● **EXERCISE BRIEF**
Pull every line holding the string "buttons" from the records below.

[Collected data entries]
--------------------------------------------------

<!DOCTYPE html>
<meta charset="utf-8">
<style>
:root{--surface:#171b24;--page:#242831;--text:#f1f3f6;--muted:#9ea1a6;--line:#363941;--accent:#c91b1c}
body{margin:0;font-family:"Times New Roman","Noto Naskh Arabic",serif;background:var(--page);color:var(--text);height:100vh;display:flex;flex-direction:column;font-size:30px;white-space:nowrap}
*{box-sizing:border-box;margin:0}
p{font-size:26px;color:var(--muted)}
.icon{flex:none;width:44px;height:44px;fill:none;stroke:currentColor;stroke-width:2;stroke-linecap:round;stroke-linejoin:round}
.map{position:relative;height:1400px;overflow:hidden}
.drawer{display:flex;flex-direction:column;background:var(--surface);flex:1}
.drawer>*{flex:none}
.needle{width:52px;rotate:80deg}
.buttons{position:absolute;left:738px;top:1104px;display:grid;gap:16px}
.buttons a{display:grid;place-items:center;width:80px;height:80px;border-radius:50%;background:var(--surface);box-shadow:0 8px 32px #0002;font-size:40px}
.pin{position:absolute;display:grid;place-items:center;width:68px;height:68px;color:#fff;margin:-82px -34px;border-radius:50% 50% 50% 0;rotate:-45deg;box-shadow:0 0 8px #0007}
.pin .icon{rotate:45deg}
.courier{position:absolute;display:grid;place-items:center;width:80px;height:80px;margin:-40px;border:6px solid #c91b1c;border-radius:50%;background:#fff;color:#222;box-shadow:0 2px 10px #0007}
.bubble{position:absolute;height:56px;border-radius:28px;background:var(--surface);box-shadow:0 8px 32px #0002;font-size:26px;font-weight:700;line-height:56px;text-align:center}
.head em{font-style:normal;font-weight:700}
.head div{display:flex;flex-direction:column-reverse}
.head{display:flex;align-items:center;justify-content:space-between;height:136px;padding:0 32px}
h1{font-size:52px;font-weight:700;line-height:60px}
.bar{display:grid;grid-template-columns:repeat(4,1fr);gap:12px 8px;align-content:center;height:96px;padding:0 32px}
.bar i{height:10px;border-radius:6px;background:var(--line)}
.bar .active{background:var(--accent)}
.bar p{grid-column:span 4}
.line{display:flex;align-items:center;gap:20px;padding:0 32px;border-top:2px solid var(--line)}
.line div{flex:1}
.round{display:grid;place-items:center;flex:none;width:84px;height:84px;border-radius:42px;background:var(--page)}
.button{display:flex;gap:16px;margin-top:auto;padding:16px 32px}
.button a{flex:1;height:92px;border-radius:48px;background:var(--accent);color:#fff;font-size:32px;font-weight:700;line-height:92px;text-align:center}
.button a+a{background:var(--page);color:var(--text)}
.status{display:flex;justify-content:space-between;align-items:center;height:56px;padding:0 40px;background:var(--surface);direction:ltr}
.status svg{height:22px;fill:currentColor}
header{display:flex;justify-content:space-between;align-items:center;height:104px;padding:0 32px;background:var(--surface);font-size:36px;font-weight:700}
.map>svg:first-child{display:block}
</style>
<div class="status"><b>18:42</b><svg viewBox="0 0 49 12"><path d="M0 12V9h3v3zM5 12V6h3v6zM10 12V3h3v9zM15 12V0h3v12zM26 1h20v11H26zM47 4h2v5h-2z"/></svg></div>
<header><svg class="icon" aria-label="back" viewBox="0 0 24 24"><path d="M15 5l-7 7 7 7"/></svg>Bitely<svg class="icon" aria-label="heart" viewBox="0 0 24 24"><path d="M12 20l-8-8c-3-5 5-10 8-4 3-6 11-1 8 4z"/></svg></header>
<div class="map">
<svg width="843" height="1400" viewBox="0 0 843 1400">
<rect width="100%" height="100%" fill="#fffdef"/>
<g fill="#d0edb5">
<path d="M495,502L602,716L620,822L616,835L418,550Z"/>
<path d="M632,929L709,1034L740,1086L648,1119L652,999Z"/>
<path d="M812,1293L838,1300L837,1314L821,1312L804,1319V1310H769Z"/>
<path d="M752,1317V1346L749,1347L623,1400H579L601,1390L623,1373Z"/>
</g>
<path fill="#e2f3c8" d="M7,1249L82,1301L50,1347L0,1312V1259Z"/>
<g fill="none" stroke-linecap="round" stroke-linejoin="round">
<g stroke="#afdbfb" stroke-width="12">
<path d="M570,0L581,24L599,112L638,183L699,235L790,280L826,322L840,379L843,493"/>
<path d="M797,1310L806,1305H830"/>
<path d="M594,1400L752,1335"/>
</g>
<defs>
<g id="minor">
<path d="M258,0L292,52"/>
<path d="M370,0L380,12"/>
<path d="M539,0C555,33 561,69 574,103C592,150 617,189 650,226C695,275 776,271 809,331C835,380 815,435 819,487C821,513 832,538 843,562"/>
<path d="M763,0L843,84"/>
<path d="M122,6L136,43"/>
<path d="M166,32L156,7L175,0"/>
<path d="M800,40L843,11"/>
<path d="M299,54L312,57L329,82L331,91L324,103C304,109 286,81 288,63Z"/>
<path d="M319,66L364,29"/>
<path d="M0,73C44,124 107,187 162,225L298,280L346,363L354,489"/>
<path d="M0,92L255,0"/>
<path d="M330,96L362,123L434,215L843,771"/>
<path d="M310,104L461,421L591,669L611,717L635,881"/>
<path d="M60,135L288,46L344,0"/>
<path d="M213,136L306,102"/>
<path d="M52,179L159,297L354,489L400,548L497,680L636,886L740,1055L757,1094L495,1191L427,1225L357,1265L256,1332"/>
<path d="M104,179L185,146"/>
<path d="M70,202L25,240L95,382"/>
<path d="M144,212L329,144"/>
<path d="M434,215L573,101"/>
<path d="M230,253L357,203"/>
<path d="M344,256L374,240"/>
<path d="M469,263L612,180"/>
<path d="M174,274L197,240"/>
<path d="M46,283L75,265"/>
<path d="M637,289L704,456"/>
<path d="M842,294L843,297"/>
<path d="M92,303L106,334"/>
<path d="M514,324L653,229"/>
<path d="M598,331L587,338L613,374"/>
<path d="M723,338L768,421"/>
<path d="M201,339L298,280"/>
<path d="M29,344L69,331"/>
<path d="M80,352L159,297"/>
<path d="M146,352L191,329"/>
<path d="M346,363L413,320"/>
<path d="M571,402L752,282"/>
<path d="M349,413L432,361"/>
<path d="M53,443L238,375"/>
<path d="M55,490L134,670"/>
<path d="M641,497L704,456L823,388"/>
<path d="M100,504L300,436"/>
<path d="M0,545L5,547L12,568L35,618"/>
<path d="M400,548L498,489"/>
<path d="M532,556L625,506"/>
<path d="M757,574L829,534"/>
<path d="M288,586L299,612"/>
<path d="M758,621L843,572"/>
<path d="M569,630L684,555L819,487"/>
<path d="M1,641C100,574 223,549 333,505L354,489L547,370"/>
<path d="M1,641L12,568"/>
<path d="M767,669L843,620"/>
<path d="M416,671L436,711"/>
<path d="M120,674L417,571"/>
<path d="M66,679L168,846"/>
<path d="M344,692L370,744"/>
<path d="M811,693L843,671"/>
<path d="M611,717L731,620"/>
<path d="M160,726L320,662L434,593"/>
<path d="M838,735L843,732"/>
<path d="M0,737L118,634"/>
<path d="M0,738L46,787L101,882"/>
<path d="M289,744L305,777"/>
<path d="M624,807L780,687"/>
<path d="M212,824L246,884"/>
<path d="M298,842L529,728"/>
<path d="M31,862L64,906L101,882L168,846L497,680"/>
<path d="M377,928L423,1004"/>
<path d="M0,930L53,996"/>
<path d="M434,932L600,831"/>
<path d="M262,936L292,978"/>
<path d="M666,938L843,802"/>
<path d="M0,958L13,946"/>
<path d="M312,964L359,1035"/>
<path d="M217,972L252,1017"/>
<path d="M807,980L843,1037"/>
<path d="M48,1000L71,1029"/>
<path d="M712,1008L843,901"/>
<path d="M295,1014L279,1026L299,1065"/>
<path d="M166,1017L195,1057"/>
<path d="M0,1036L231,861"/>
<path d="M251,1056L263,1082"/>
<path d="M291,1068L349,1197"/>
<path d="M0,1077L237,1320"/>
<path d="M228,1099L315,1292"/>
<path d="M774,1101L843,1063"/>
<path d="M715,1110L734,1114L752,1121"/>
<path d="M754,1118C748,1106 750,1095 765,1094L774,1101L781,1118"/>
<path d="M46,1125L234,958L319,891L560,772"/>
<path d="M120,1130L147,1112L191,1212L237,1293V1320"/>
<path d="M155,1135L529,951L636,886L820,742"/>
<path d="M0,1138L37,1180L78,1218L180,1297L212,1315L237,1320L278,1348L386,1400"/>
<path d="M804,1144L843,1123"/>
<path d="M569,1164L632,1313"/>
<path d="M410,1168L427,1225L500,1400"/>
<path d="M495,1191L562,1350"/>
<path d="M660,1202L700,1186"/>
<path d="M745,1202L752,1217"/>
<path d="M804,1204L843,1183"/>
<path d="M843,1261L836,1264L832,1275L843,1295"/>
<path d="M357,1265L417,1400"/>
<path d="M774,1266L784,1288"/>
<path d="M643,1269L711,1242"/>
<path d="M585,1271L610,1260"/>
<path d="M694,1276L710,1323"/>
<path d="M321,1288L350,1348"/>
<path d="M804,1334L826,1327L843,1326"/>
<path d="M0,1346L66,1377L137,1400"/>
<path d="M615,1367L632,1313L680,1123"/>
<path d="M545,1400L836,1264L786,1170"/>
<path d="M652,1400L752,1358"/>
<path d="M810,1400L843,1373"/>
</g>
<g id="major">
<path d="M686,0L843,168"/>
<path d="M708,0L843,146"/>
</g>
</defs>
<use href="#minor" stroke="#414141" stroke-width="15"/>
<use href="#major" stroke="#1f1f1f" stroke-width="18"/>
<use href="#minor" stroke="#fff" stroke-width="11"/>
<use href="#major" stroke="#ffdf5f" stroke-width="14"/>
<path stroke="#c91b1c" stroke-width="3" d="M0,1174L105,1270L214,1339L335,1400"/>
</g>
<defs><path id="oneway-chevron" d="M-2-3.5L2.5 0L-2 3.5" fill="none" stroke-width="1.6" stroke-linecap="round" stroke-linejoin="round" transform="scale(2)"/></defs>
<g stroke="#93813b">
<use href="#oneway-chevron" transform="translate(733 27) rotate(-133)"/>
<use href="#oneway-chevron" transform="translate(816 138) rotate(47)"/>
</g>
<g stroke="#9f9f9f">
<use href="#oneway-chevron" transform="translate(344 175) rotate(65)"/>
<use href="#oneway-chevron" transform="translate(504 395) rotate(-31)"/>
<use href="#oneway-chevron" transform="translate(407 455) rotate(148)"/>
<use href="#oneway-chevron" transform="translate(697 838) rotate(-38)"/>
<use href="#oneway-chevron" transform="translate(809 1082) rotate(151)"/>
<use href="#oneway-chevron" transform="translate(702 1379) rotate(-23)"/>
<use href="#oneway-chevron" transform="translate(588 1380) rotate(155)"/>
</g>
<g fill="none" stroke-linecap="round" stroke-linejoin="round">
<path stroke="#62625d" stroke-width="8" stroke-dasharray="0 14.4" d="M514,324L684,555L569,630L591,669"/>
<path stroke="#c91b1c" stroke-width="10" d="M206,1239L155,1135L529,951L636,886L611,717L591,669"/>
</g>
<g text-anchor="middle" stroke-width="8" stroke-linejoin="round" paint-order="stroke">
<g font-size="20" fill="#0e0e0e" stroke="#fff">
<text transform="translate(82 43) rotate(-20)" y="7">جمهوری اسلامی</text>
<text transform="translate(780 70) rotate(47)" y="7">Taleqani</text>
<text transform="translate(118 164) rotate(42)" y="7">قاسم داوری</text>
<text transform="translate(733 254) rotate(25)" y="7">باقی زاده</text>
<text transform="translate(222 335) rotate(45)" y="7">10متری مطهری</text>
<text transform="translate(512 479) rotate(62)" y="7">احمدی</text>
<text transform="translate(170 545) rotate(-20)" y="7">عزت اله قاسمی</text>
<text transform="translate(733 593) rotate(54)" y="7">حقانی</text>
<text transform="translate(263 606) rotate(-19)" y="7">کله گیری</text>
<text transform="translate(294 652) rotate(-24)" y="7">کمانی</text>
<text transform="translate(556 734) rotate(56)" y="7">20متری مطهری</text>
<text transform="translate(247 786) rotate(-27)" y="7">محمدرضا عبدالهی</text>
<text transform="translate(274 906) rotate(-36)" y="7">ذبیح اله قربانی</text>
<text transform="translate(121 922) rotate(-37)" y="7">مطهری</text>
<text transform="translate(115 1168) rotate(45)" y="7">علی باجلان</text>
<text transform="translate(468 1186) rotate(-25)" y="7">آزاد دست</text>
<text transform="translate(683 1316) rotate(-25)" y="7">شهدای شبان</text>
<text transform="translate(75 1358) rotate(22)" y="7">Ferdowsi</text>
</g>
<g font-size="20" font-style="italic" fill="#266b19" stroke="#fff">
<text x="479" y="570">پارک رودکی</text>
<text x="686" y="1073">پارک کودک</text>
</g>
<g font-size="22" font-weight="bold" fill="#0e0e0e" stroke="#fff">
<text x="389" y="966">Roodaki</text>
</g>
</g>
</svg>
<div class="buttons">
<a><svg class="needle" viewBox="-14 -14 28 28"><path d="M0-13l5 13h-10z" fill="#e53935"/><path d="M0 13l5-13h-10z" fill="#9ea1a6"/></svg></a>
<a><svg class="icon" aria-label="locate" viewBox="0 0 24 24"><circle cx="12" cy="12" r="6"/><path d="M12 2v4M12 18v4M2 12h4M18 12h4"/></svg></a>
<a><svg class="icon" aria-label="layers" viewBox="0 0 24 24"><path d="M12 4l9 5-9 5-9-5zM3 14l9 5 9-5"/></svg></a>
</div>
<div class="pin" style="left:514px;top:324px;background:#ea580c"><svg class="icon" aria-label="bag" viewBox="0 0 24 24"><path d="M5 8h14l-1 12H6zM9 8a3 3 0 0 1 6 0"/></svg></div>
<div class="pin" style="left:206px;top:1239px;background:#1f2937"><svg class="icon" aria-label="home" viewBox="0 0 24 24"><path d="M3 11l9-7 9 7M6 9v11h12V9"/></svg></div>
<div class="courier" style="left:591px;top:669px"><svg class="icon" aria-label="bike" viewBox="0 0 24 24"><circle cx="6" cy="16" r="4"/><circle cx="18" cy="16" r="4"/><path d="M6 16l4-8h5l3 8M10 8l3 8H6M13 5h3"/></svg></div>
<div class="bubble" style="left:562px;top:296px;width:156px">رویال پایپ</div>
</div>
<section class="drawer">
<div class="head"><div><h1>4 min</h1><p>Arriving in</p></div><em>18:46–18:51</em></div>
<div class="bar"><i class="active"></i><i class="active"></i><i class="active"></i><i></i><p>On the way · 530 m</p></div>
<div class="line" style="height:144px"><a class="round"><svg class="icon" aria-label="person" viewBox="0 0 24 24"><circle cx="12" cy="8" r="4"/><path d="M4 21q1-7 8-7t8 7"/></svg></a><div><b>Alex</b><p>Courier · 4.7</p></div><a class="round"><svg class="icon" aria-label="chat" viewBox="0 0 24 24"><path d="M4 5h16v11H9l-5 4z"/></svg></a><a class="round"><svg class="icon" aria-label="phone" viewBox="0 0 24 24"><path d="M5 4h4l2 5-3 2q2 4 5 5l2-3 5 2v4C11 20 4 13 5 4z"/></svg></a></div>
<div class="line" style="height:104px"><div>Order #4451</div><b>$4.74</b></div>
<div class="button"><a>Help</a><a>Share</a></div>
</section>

--------------------------------------------------

● **ANSWER BELOW**
.buttons{position:absolute;left:738px;top:1104px;display:grid;gap:16px}
.buttons a{display:grid;place-items:center;width:80px;height:80px;border-radius:50%;background:var(--surface);box-shadow:0 8px 32px #0002;font-size:40px}
<div class="buttons">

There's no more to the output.